Zugemüllte Küche begünstigt weiteren Müll
Bei dieser klassischen Küchen-Unordnungs-Situation spielt die sogenannte "Broken-Windows-Theorie" eine interessante Rolle: Laut ihr besteht ein Zusammenhang zwischen dem Verfall von Stadtgebieten und Kriminalität. So müssten zerbrochene Fensterscheiben schnell repariert werden, damit weitere Zerstörungen im Stadtteil und damit vermehrte Delinquenz verhindert werden kann.
"Wenn Sie in eine sehr reinliche Küche gehen, dann ist das ein Signal dafür, dass anscheinend hier die Reinlichkeitsnormen sehr stark eingehalten werden. Wohingegen: Wenn schon ein gewisses Ausmaß an Verschmutzung da ist, ist das ein Signal dafür, dass es die gesamte Gruppe nicht so genau damit nimmt."
Bezogen auf unsere Büro-Küche heißt das: Sobald einer anfängt, seine Tassen in der Spüle stehen zu lassen, finden sich schnell "Nachahmungstäter". Am besten sollte alles also immer sauber sein. Zettel sollen alle Küchennutzer und -nutzerinnen daran erinnern. So wie der Zettel, der in unserer Deutschlandfunk-Nova-Küche hängt: "Bitte hier kein Geschirr aus der Kantine sammeln, da das sonst dort fehlt. Am besten nach Benutzung wieder zurückbringen. Danke!"
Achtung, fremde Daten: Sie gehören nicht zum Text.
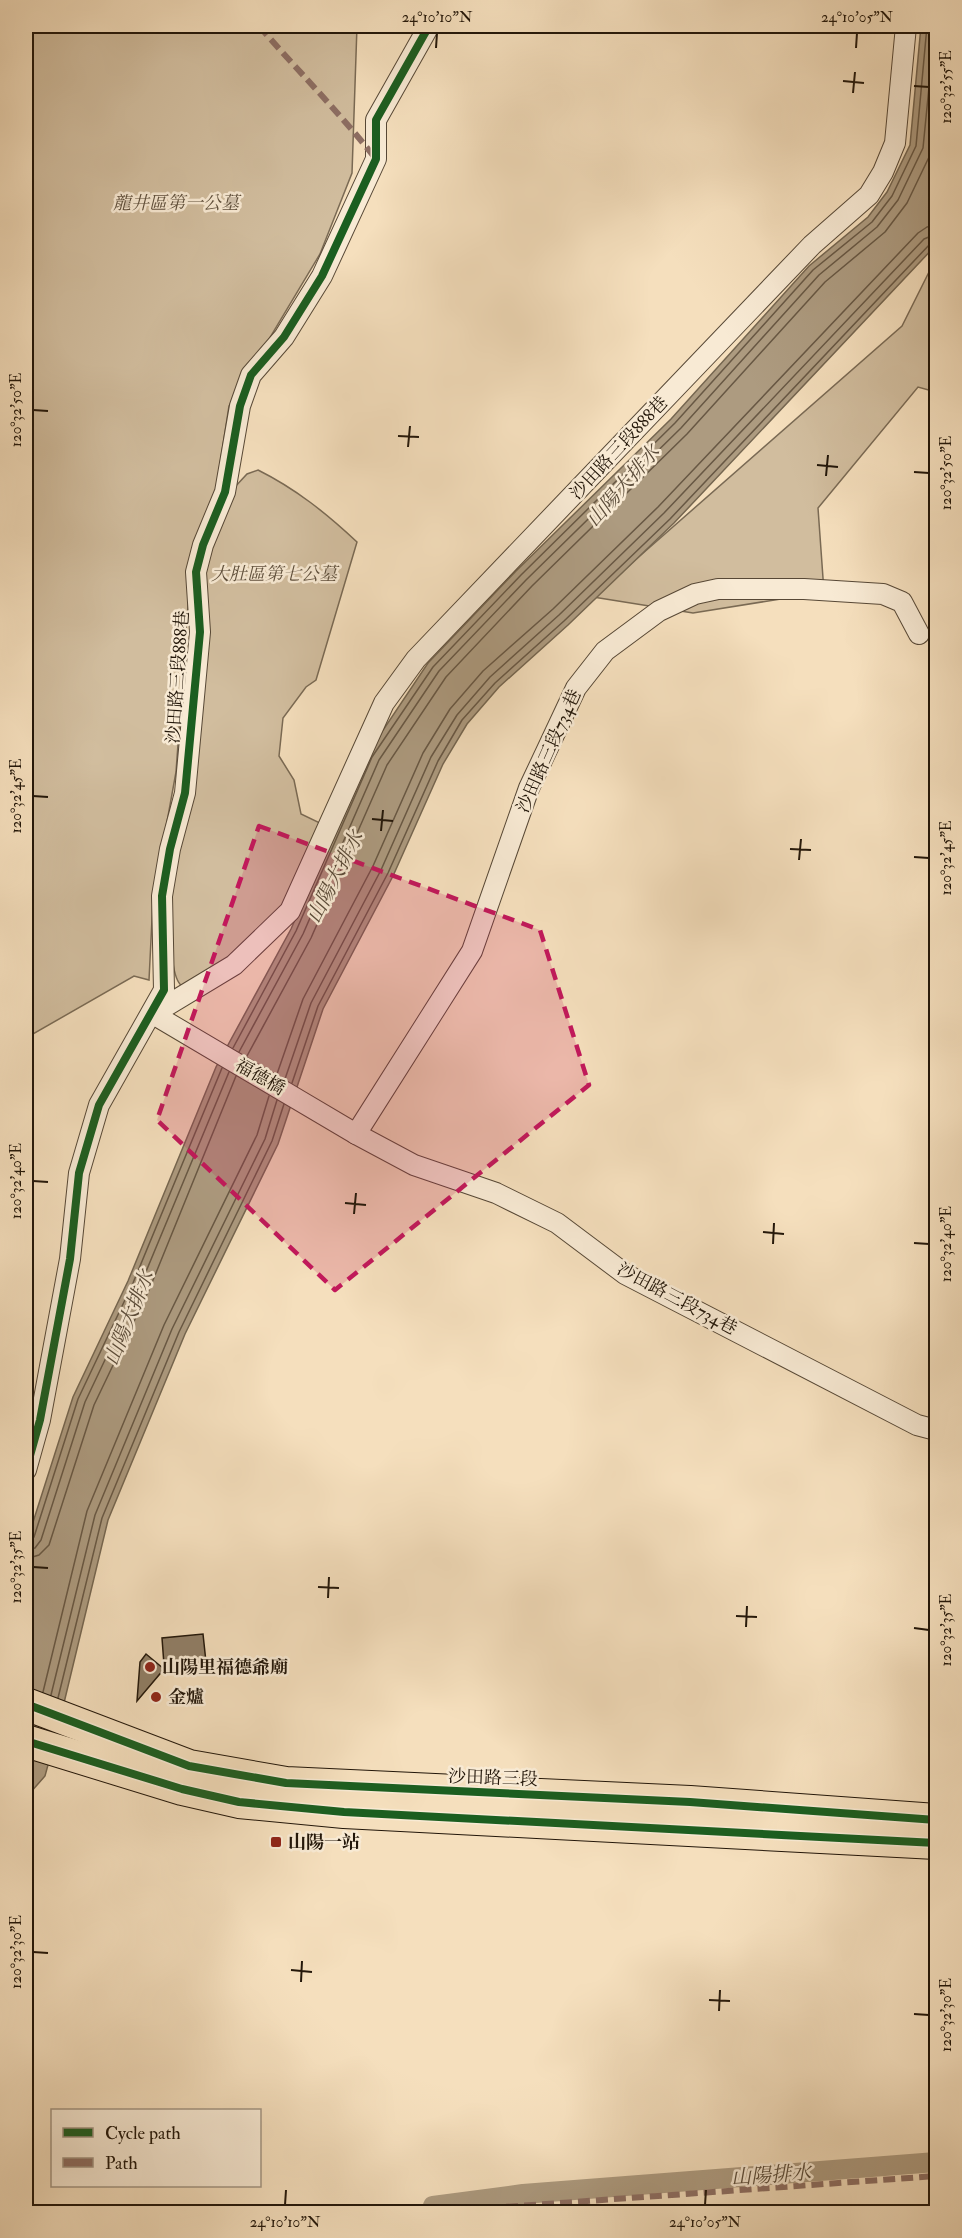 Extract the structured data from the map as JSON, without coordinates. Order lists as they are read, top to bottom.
{
  "streets": {
    "main road": ["沙田路三段"],
    "street": ["沙田路三段888巷", "沙田路三段734巷", "福德橋"]
  },
  "crossings": [
    ["沙田路三段888巷", "福德橋"],
    ["沙田路三段734巷", "福德橋"]
  ],
  "water": ["山陽大排水", "山陽排水"],
  "parks": ["龍井區第一公墓", "大肚區第七公墓"],
  "places": {
    "other": ["山陽里福德爺廟", "金爐"],
    "transit": ["山陽一站"]
  },
  "legend": ["Cycle path", "Path"],
  "coordinates": [
    "24°10'10\"N",
    "24°10'05\"N",
    "120°32'55\"E",
    "120°32'50\"E",
    "120°32'45\"E",
    "120°32'40\"E",
    "120°32'35\"E",
    "120°32'30\"E"
  ]
} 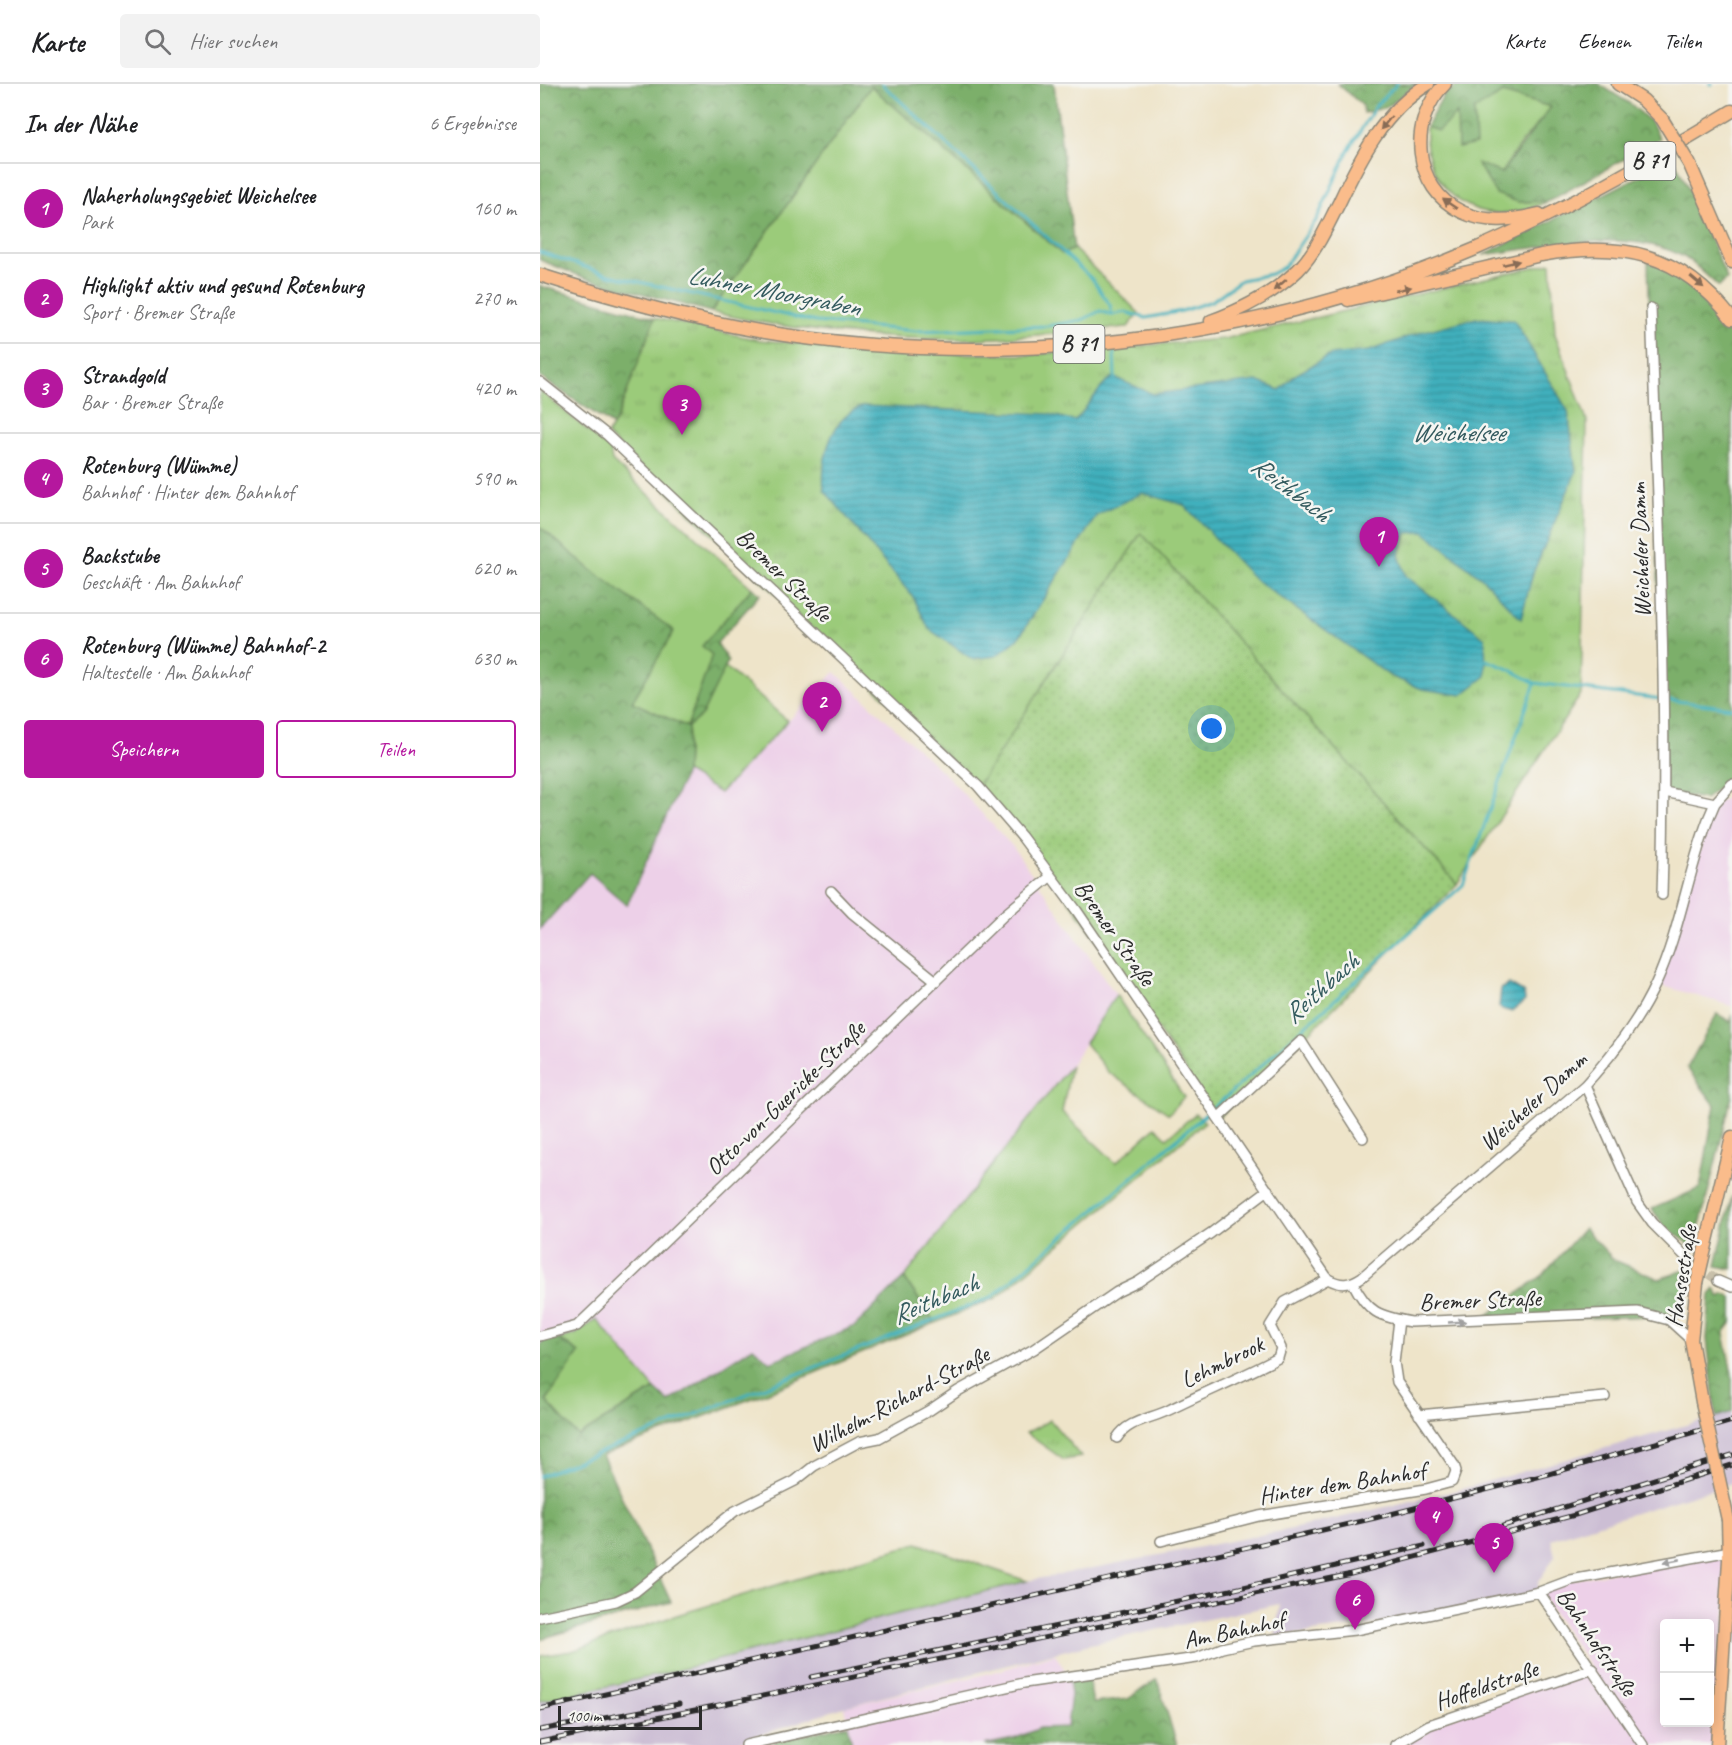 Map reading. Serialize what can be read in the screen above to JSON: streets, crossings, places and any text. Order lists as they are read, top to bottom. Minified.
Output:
{"streets":{"main road":["B 71","Hansestraße"],"street":["Weicheler Damm","Bremer Straße","Otto-von-Guericke-Straße","Lehmbrook","Wilhelm-Richard-Straße","Hinter dem Bahnhof","Am Bahnhof","Bahnhofstraße","Hoffeldstraße"]},"crossings":[["Weicheler Damm","Bremer Straße"],["Bremer Straße","Otto-von-Guericke-Straße"],["Bremer Straße","Hansestraße"],["Bremer Straße","Lehmbrook"],["Bremer Straße","Wilhelm-Richard-Straße"],["Bremer Straße","Hinter dem Bahnhof"],["Hansestraße","Am Bahnhof"],["Am Bahnhof","Bahnhofstraße"],["Bahnhofstraße","Hoffeldstraße"]],"water":["Luhner Moorgraben","Weichelsee","Reithbach"],"scale_bar":"100 m","page":{"header":"Karte","search":"Hier suchen","nav":["Karte","Ebenen","Teilen"],"heading":["In der Nähe","6 Ergebnisse"],"list":[{"mark":"1","name":"Naherholungsgebiet Weichelsee","note":"Park","value":"160 m"},{"mark":"2","name":"Highlight aktiv und gesund Rotenburg","note":"Sport · Bremer Straße","value":"270 m"},{"mark":"3","name":"Strandgold","note":"Bar · Bremer Straße","value":"420 m"},{"mark":"4","name":"Rotenburg (Wümme)","note":"Bahnhof · Hinter dem Bahnhof","value":"590 m"},{"mark":"5","name":"Backstube","note":"Geschäft · Am Bahnhof","value":"620 m"},{"mark":"6","name":"Rotenburg (Wümme) Bahnhof-2","note":"Haltestelle · Am Bahnhof","value":"630 m"}],"pins":["3","1","2","4","5","6"],"buttons":["Speichern","Teilen"],"map_buttons":["+","−"],"scale":"100 m"}}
Reden statt Zettel aufhängen
Sozialpsychologe Roland Deutsch glaubt aber nicht, dass die Zettelwirtschaft erfolgreich ist. Der Zettel sagt zwar: Hey, das Verhalten widerspricht der Norm! "Aber dass es überhaupt so weit gekommen ist, zeigt ja schon, dass Menschen in dieser Versuchungssituation dazu bereit sind, dem spontanen Impuls nachzugeben."
Roland Deutsch hat zwei andere Tipps, die helfen könnten:
- Kommunikation – das heißt, das Thema in einer größeren Runde ansprechen, ohne andere an den Pranger zu stellen. Oft sei gar nicht jedem klar, wie wichtig Sauberkeit in der Küche für andere ist.
- Regelmäßig zusammen sauber machen – "dann wären alle dabei. Die Angst, von den anderen ausgenutzt zu werden, wäre reduziert". Und der Schmutz wäre weg.